More striking is the discovery that these sequences are largely full of
hot air -- redundancies that add nothing to their meaning. Clever computer
programs can "zip" or compress these files, streamlining them for speedier
transmission. Zipping programs have long been a boon to computer users
with slow modem connections.
But now a group of Italian physicists has shown how these same programs
can be used to analyze and categorize text quickly. Using little more than
the zipping programs found on most personal computers, they can easily
distinguish between texts written in 10 different languages and almost
unfailingly tell which of a large group of texts were written by the same
author.
Writing in the January issue of Physical Review Letters, the scientists --
Dr. Dario Benedetto, Dr. Emanuele Caglioto and Dr. Vittorio Loreto --
explain their work with an analogy to Morse code.

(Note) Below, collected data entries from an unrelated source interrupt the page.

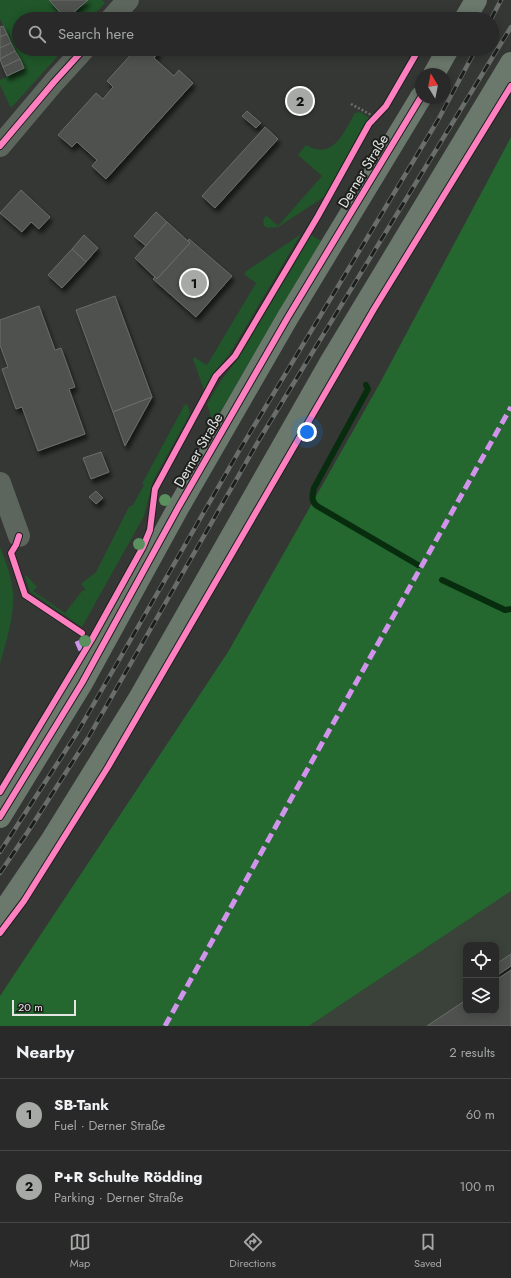 <!DOCTYPE html>
<meta charset="utf-8">
<style>
:root{--surface:#282928;--page:#303130;--text:#f1f3f6;--muted:#a5a6a8;--line:#444545;--accent:#a6a9a6}
body{margin:0;font-family:Jost,sans-serif;background:var(--page);color:var(--text)}
.controls{position:absolute;right:12px;bottom:12px;display:grid;overflow:hidden;border-radius:8px;box-shadow:0 2px 10px #0003}
.controls button{width:36px;height:36px;display:grid;place-items:center;padding:0;border:0;border-bottom:1px solid var(--line);background:var(--surface);color:var(--text);font:20px sans-serif}
.compass{position:absolute;left:415px;top:68px;width:36px;height:36px;border-radius:50%;background:var(--surface);box-shadow:0 2px 10px #0003;rotate:350deg}
.scale{position:absolute;left:12px;bottom:10px;width:64px;box-sizing:border-box;padding-left:4px;border:2px solid #e3e6e3;border-top:0;font-size:11px;line-height:14px;white-space:nowrap;color:#e3e6e3;-webkit-text-stroke:3px #1d1f1d;paint-order:stroke}
.you{position:absolute;left:307px;top:432px;width:14px;height:14px;margin:-10px;border:3px solid #fff;border-radius:50%;background:#1a73e8;box-shadow:0 0 0 6px #1a73e833}
.badge{display:grid;place-items:center;width:26px;height:26px;border-radius:50%;background:var(--accent);color:#111;font-size:13px;font-weight:700}
.pin{position:absolute;translate:-50% -50%;border:2px solid #fff;box-shadow:0 1px 4px #0006}
.list{margin:0;padding:0;list-style:none}
h2{display:flex;justify-content:space-between;align-items:center;height:52px;margin:0;padding:0 16px;font-size:17px}
h2 small{font-size:13px;font-weight:400;color:var(--muted)}
.list li{display:grid;grid-template-columns:26px 1fr auto;gap:12px;align-items:center;box-sizing:border-box;height:72px;padding:0 16px;border-top:1px solid var(--line)}
.list b{display:block;font-size:15px;white-space:nowrap}
.list p{margin:0;font-size:13px;white-space:nowrap;color:var(--muted)}
.list em{font-size:13px;font-style:normal;color:var(--muted)}
.icon{flex:none;width:22px;height:22px;fill:none;stroke:currentColor;stroke-width:2;stroke-linecap:round;stroke-linejoin:round}
.map{position:relative;flex:none;width:511px;height:1026px;overflow:hidden}
.search{position:absolute;background:var(--surface);box-shadow:0 2px 10px #0003;left:12px;right:12px;top:12px;height:44px;display:flex;align-items:center;gap:10px;box-sizing:border-box;padding:0 14px;border-radius:22px;color:var(--muted);font-size:15px}
.sheet{height:196px;background:var(--surface)}
nav{display:flex;justify-content:space-around;align-items:center;box-sizing:border-box;height:56px;border-top:1px solid var(--line);background:var(--surface);font-size:11px;color:var(--muted)}
nav a{display:grid;justify-items:center;gap:2px}
nav .on{color:var(--accent)}
.map>svg:first-child{display:block}
</style>
<div class="map">
<svg width="511" height="1026" viewBox="0 0 511 1026">
<defs>
<filter id="shadow"><feDropShadow dx="2.5" dy="4.5" stdDeviation="2" flood-color="#0009"/></filter>
</defs>
<rect width="100%" height="100%" fill="#353735"/>
<!-- built -->
<path fill="#3a423a" fill-rule="evenodd" d="M511,891V1026H309ZM466,945H496V1011H466Z"/>
<!-- green -->
<g fill="#205629">
<polygon points="0,0 102,0 105,3 90,19 19,19 19,49 64,49 11,108 0,85 0,80 24,68 0,19"/>
<path d="M360,112L371,119L367,122L324,197L278,227L268,228L264,226L263,220L265,217L267,216L278,226L322,176L298,155L306,145C333,161 344,132 355,113Z"/>
<polygon points="301,234 229,355 213,374 204,390 193,359 194,357 207,365 256,283 245,275 245,272"/>
<polygon points="311,235 321,241 213,424 207,404 222,379 238,359"/>
<polygon points="185,404 188,406 190,414 153,481 144,516 82,627 30,592 25,576 26,575 37,587 33,591 65,613 82,591 86,590 81,584 96,572 129,507 133,505 144,485 142,484"/>
<path d="M0,547C4,558 9,569 11,580C18,606 7,639 0,664Z"/>
</g>
<!-- forest -->
<polygon fill="#24672f" points="511,137 511,891 309,1026 0,1026 0,996 228,652 380,383"/>
<g fill="none" stroke-linecap="round" stroke-linejoin="round">
<!-- stream -->
<g stroke="#082d0e" stroke-width="6">
<path d="M366,385L368,389L314,488C312,496 311,501 317,506L418,565"/>
<polyline points="442,580 505,610 511,609"/>
</g>
</g>
<!-- building -->
<g fill="#4f514f" stroke="#6a6c6a" filter="url(#shadow)">
<polygon points="49,0 88,0 66,19"/>
<polygon points="3,26 7,34 0,37 0,27"/>
<polygon points="7,34 11,43 0,48 0,37"/>
<polygon points="11,43 15,51 0,59 0,48"/>
<polygon points="136,49 156,49 159,52 154,58 174,76 179,70 193,83 106,179 92,166 97,160 77,142 72,147 58,135 96,93 103,99 113,87 107,81"/>
<polygon points="15,51 20,59 3,67 0,59"/>
<polygon points="20,59 24,68 7,76 3,67"/>
<polygon points="247,111 261,123 256,128 242,116"/>
<polygon points="265,127 278,139 215,208 202,196"/>
<polygon points="21,190 50,217 39,229 31,222 22,232 0,213"/>
<polygon points="156,212 167,222 146,246 134,236"/>
<polygon points="167,222 190,243 157,279 135,258"/>
<polygon points="84,235 98,248 86,262 72,249"/>
<polygon points="189,239 232,276 196,317 153,279 155,277 157,279 190,243 188,241"/>
<polygon points="72,249 86,262 62,288 48,275"/>
<polygon points="115,296 152,397 113,412 76,310"/>
<polygon points="39,306 55,350 61,348 75,387 69,389 85,434 38,451 22,407 16,409 2,369 8,367 0,345 0,320"/>
<polygon points="152,397 125,446 113,412"/>
<polygon points="101,452 109,472 91,479 83,458"/>
<polygon points="96,491 103,498 96,504 89,497"/>
<polygon points="511,954 511,966 496,976 496,964"/>
<polygon points="511,970 511,1026 427,1026 466,1000 466,1011 496,1011 496,980"/>
</g>
<g fill="none" stroke-linecap="round" stroke-linejoin="round">
<!-- path -->
<polyline stroke="#696f6a" stroke-width="2.5" stroke-dasharray="2 2" stroke-linecap="butt" points="351,104 375,117"/>
<!-- minor -->
<g stroke="#5d665d" stroke-width="22">
<polyline points="111,19 128,0"/>
<polyline points="0,146 54,82 84,49"/>
<polyline points="0,483 19,536"/>
</g>
<!-- major -->
<g stroke="#6b786c" stroke-width="22">
<polyline points="465,19 476,0"/>
<polyline points="434,74 448,49"/>
<polyline points="0,817 82,683 178,508 288,317 421,97"/>
<polyline points="0,916 51,841 140,697 330,363 511,63"/>
</g>
<defs>
<g id="rail">
<polyline points="491,19 501,0"/>
<polyline points="0,852 77,733 239,451 438,120 476,49"/>
<polyline points="0,873 27,833 88,738 259,440 511,27"/>
</g>
</defs>
<!-- rail casing -->
<use href="#rail" stroke="#696e6a" stroke-width="4.5"/>
<!-- rail -->
<use href="#rail" stroke="#1d1f1d" stroke-width="3" stroke-dasharray="9" stroke-linecap="butt"/>
<!-- quiet -->
<g stroke="#d193ec" stroke-width="5" stroke-dasharray="10 5" stroke-linecap="butt">
<polyline points="77,641 83,655"/>
<polyline points="165,1026 321,745 511,407"/>
</g>
<defs>
<g id="cycleway">
<polyline points="0,146 54,82 84,49"/>
<polyline points="19,536 16,545 11,553 25,595 82,633"/>
<polyline points="0,792 92,639 143,547 150,530 155,489 216,376 235,356 318,216 369,124 386,106 419,49"/>
<polyline points="0,817 82,683 178,508 288,317 421,97"/>
<polyline points="0,933 24,901 108,767 374,309 511,86"/>
</g>
</defs>
<!-- cycleway casing -->
<use href="#cycleway" stroke="#1d1f1d" stroke-width="8"/>
<!-- cycleway -->
<use href="#cycleway" stroke="#ff80c0" stroke-width="6"/>
</g>
<!-- trees -->
<g fill="#59905e">
<circle cx="165" cy="500" r="6"/>
<circle cx="139" cy="544" r="6"/>
<circle cx="85" cy="641" r="6"/>
</g>
<g text-anchor="middle" dominant-baseline="central" stroke-width="4" stroke-linejoin="round" paint-order="stroke">
<!-- street labels -->
<g font-size="14" fill="#e3e6e3" stroke="#1d1f1d">
<text transform="translate(363 171) rotate(-59)">Derner Straße</text>
<text transform="translate(198 450) rotate(-60)">Derner Straße</text>
</g>
</g>
</svg>
<div class="controls">
<button><svg class="icon" aria-label="locate" viewBox="0 0 24 24"><circle cx="12" cy="12" r="6"/><path d="M12 2v4M12 18v4M2 12h4M18 12h4"/></svg></button>
<button><svg class="icon" aria-label="layers" viewBox="0 0 24 24"><path d="M12 4l9 5-9 5-9-5zM3 14l9 5 9-5"/></svg></button>
</div>
<svg class="compass" viewBox="-18 -18 36 36"><path d="M0-13l5 13h-10z" fill="#e53935"/><path d="M0 13l5-13h-10z" fill="#a5a6a8"/></svg>
<div class="scale">20 m</div>
<div class="you"></div>
<div class="pin badge" style="left:194px;top:283px">1</div>
<div class="pin badge" style="left:300px;top:101px">2</div>
<div class="search"><svg class="icon" aria-label="search" viewBox="0 0 24 24"><circle cx="10" cy="10" r="6"/><path d="M15 15l6 6"/></svg>Search here</div>
</div>
<section class="sheet">
<h2>Nearby<small>2 results</small></h2>
<ul class="list">
<li><span class="badge">1</span><div><b>SB-Tank</b><p>Fuel · Derner Straße</p></div><em>60 m</em></li>
<li><span class="badge">2</span><div><b>P+R Schulte Rödding</b><p>Parking · Derner Straße</p></div><em>100 m</em></li>
</ul>
</section>
<nav>
<a class="on"><svg class="icon" aria-label="map" viewBox="0 0 24 24"><path d="M3 6l6-2 6 2 6-2v14l-6 2-6-2-6 2zM9 4v14M15 6v14"/></svg>Map</a>
<a><svg class="icon" aria-label="directions" viewBox="0 0 24 24"><path d="M12 3l9 9-9 9-9-9zM9 14v-3h6M13 9l2 2-2 2"/></svg>Directions</a>
<a><svg class="icon" aria-label="saved" viewBox="0 0 24 24"><path d="M7 4h10v16l-5-4-5 4z"/></svg>Saved</a>
</nav>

To keep the number of dits and dahs to a minimum, Samuel Morse considered
how often each letter was used in an average English message. The letter e
is the most common in English so Morse encoded it as a single dit. The
next most common letter is t, so he assigned that a single dah. A
relatively uncommon letter like Q takes four taps to encode: dah dah dit
dah.
Compression programs work in a similar fashion, except they invent a new
code for each message based on patterns unique to that message. The
program might, for example, find that a text uses the word "compression"
frequently and save space by substituting a two-letter abbreviation.

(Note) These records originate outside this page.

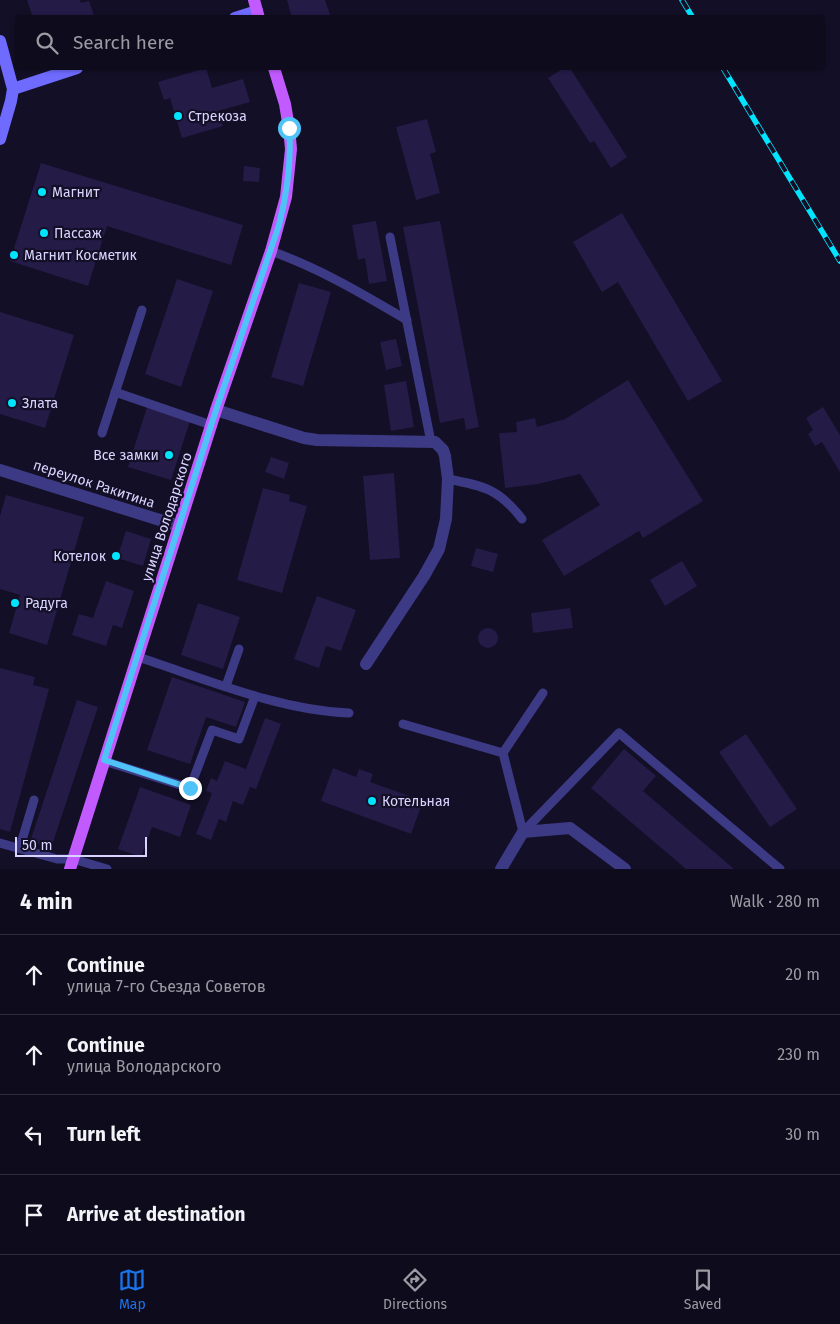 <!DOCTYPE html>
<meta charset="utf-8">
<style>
body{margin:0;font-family:"Fira Sans",sans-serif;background:#171425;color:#f1f3f6}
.scale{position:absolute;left:15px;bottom:12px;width:132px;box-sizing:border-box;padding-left:5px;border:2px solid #d9d4ff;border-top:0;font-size:14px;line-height:18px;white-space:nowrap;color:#d9d4ff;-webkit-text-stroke:4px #130f26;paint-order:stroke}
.stop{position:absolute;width:15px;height:15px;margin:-11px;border:4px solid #4fc3f7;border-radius:50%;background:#fff}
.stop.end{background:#4fc3f7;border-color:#fff;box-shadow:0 1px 5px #0008}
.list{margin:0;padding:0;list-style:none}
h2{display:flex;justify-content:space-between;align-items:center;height:65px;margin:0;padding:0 20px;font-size:21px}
h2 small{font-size:16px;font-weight:400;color:#9b9ba3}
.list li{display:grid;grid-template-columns:32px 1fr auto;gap:15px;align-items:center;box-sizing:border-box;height:80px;padding:0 20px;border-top:1px solid #2e2b3b}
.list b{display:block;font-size:19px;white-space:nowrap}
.list p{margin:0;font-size:16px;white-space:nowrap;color:#9b9ba3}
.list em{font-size:16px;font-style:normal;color:#9b9ba3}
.icon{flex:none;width:28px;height:28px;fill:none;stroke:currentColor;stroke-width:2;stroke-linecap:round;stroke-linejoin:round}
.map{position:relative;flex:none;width:840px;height:869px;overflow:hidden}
.search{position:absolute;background:#0e0b1c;box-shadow:0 1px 4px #0004;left:15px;right:15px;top:15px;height:55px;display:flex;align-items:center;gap:12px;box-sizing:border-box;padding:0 18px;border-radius:5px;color:#9b9ba3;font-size:19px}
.sheet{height:385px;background:#0e0b1c}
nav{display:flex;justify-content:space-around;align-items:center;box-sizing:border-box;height:70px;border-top:1px solid #2e2b3b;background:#0e0b1c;font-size:14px;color:#9b9ba3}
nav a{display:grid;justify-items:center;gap:2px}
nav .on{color:#1a73e8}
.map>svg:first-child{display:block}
.building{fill:#241b47}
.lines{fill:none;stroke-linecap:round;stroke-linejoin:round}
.lane{stroke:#3d3a85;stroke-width:9}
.street{stroke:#3d3a85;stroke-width:12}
.secondary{stroke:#6f6bff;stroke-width:12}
.primary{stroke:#c25bff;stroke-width:12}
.rail-casing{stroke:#00e5ff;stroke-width:5.5}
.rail{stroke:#130f26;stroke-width:4;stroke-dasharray:11;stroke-linecap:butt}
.route{stroke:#4fc3f7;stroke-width:6}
.poi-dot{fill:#00e5ff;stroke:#130f26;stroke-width:2}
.labels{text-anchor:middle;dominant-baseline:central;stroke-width:4.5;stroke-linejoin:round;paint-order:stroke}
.poi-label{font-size:14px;fill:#d9d4ff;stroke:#130f26;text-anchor:start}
.street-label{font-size:14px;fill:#d9d4ff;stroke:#130f26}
</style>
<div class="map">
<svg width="840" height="869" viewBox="0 0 840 869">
<rect width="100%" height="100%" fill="#130f26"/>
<g class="building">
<polygon points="27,0 80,0 81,3 89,1 95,18 33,18"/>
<polygon points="287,0 325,0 331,18 292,18"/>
<polygon points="206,68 212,88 243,79 250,102 218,111 223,126 182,138 170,98 164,100 158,82"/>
<polygon points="564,68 570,68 627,157 611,168 594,141 590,143 548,78"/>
<polygon points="427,119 436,152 430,154 440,193 416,200 396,127"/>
<polygon points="41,163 243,225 231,265 107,226 88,286 10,261"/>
<polygon points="244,166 260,168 259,182 243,181"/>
<polygon points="622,213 722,381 688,401 618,282 602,292 573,242"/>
<polygon points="376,221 387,281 369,284 365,258 358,260 352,225"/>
<polygon points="440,221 479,427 466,430 464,418 440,423 403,227"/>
<polygon points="177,279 213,291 181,387 145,374"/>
<polygon points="299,283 331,292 303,386 271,377"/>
<polygon points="0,312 74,335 45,428 0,414"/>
<polygon points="396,339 402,366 386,370 380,342"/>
<polygon points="628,380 703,501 643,538 639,531 564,576 542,540 600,505 580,474 538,484 505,488 499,433 517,432 516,422 535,418 537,427 565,419"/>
<polygon points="406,381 414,427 391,431 384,385"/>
<polygon points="147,407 190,421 171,480 128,467"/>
<polygon points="823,407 840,435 840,472 822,442 815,446 808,434 813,430 806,418"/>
<polygon points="271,457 289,463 284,479 265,472"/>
<polygon points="394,473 400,558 370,560 363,476"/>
<polygon points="263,488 290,495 289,501 307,506 282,593 237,580"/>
<polygon points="6,495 84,517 47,645 9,633 20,595 0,589 0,516"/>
<polygon points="126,531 151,539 143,566 117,558"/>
<polygon points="476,548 498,554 493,572 471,566"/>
<polygon points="682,561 697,586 665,606 650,580"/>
<polygon points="106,581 134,591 122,628 113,625 106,646 72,635 79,614 93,618"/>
<polygon points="317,596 356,610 341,651 326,646 319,668 294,659"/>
<polygon points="198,603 240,617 223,669 181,655"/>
<polygon points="570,608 573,628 533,633 531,613"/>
<circle cx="488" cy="638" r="10"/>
<polygon points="0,668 35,677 33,685 49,689 10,832 0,829"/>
<polygon points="172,677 245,702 236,727 206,717 190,764 147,750"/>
<polygon points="77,700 98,707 51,848 30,842"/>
<polygon points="265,718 281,724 256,789 250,787 243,805 233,801 226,822 219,819 211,840 196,834 212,793 206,791 211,778 217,781 225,761 246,769"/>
<polygon points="746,734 797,809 770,827 719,752"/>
<polygon points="624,749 656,776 643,791 734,869 686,869 591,788"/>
<polygon points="333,768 356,777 359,769 373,774 370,782 423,801 411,834 321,801"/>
<polygon points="140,787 191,805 180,837 152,827 141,857 118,849"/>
</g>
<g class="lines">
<g class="lane">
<polyline points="390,237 431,442"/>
<path d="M271,251C321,269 361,293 407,320"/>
<polyline points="115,392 211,425"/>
<polyline points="102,433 142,310"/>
<path d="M448,479C484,486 499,489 522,519"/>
<path d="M138,657C206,679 278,710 349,713"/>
<polyline points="226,686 239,649"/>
<polyline points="403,724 503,753"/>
<polyline points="104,761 190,788 212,730 239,739 255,696"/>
<polyline points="523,832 619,733 780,869"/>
<polyline points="523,832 503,753 543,693"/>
<polyline points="0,843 57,859 73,859 107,869"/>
<polyline points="20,847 34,800"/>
</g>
<g class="street">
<polyline points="216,410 304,438 317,440 435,442 443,450 445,456 448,479 446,519 439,549 424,576 366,664"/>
<polyline points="0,470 179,526"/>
<polyline points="501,869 523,832 570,828 625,869"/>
</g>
<g class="secondary">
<polyline points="235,18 257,11"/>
<polyline points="0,41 13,89 11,101 0,139"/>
<polyline points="13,89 77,68"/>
</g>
<g class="primary">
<polyline points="254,0 259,18"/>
<polyline points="70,869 216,410 271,251 286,197 291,149 289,128 285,104 274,68"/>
</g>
<defs>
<g id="rail">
<polyline points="682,0 693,18"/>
<polyline points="723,68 840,261"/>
</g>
</defs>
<use href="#rail" class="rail-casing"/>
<use href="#rail" class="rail"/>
</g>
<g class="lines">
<path class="route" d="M190,788L104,760L216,410L279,225C287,193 292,161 289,128"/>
</g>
<g class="poi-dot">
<circle cx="178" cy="116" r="5"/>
<circle cx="42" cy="192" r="5"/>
<circle cx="44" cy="233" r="5"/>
<circle cx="14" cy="255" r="5"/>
<circle cx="12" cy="403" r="5"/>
<circle cx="169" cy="455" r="5"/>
<circle cx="116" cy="556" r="5"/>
<circle cx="15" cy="603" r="5"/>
<circle cx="372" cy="801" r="5"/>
</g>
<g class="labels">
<g class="poi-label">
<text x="188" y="116">Стрекоза</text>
<text x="52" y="192">Магнит</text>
<text x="54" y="233">Пассаж</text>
<text x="24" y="255">Магнит Косметик</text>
<text x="22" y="403">Злата</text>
<text x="159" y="455" text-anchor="end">Все замки</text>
<text x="106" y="556" text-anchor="end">Котелок</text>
<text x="25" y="603">Радуга</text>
<text x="382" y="801">Котельная</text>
</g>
<g class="street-label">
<text transform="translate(94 484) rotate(18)">переулок Ракитина</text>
<text transform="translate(167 517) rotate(-72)">улица Володарского</text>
</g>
</g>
</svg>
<div class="scale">50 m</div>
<div class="stop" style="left:289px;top:128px"></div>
<div class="stop end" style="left:190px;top:788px"></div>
<div class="search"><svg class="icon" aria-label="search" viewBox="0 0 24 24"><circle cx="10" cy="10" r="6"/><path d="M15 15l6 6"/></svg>Search here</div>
</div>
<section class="sheet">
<h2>4 min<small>Walk · 280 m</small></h2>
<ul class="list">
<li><svg class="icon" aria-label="ahead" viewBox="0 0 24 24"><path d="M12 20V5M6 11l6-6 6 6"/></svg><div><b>Continue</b><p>улица 7-го Съезда Советов</p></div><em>20 m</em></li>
<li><svg class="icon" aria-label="ahead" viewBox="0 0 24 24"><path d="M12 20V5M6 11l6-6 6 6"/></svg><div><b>Continue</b><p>улица Володарского</p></div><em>230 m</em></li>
<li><svg class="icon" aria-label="left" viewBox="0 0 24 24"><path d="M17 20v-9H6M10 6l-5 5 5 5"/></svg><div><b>Turn left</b></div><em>30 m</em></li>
<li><svg class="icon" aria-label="arrive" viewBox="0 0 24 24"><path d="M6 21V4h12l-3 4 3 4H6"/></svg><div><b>Arrive at destination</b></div></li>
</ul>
</section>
<nav>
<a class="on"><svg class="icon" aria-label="map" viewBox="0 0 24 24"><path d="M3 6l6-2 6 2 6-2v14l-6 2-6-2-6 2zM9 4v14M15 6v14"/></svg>Map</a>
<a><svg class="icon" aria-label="directions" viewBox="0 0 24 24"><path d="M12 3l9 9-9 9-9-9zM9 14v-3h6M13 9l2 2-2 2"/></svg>Directions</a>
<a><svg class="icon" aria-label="saved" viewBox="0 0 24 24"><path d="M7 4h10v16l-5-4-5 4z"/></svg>Saved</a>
</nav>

The Italian physicists understood that a compression scheme invented to
compress a text written in English would do a poor job on one written in
Italian.
"Transmitting an Italian text with a Morse code optimized for English will
result in the need of transmitting an extra number of bits," they wrote.
They conjectured that just how many extra bits it takes would be a measure
of the distance between English and Italian.
To demonstrate this, the researchers used a zip program to compress a text
written in one language. They then appended to the original text some text
written in Italian or another language and compressed that document. As
predicted, the compression program did not do as good a job when the
languages of the two texts were different. They tried the same trick on a
group of texts all written in Italian, but by a variety of different
authors. They found they could distinguish between the authors more than
90 percent of the time.
The scientists performed a further test of their technique by analyzing a
single text that has been translated into many different languages -- in
this case the Universal Declaration of Human Rights. The researchers used
their method to measure the linguistic "distance" between more than 50
translations of this document. From these distances, they constructed a
family tree of languages that is virtually identical to the one
constructed by linguists.
The researchers say linguistics is just a "playground" for them to sharpen
their techniques. The same methods, they say, might help create order out
of the rapidly accumulating libraries of DNA and protein sequences,
earthquake catalogs and other geophysical data. They might even lead to a
solution to one of the most troublesome problems of modern computer
science: filtering the junk e-mail from your in box.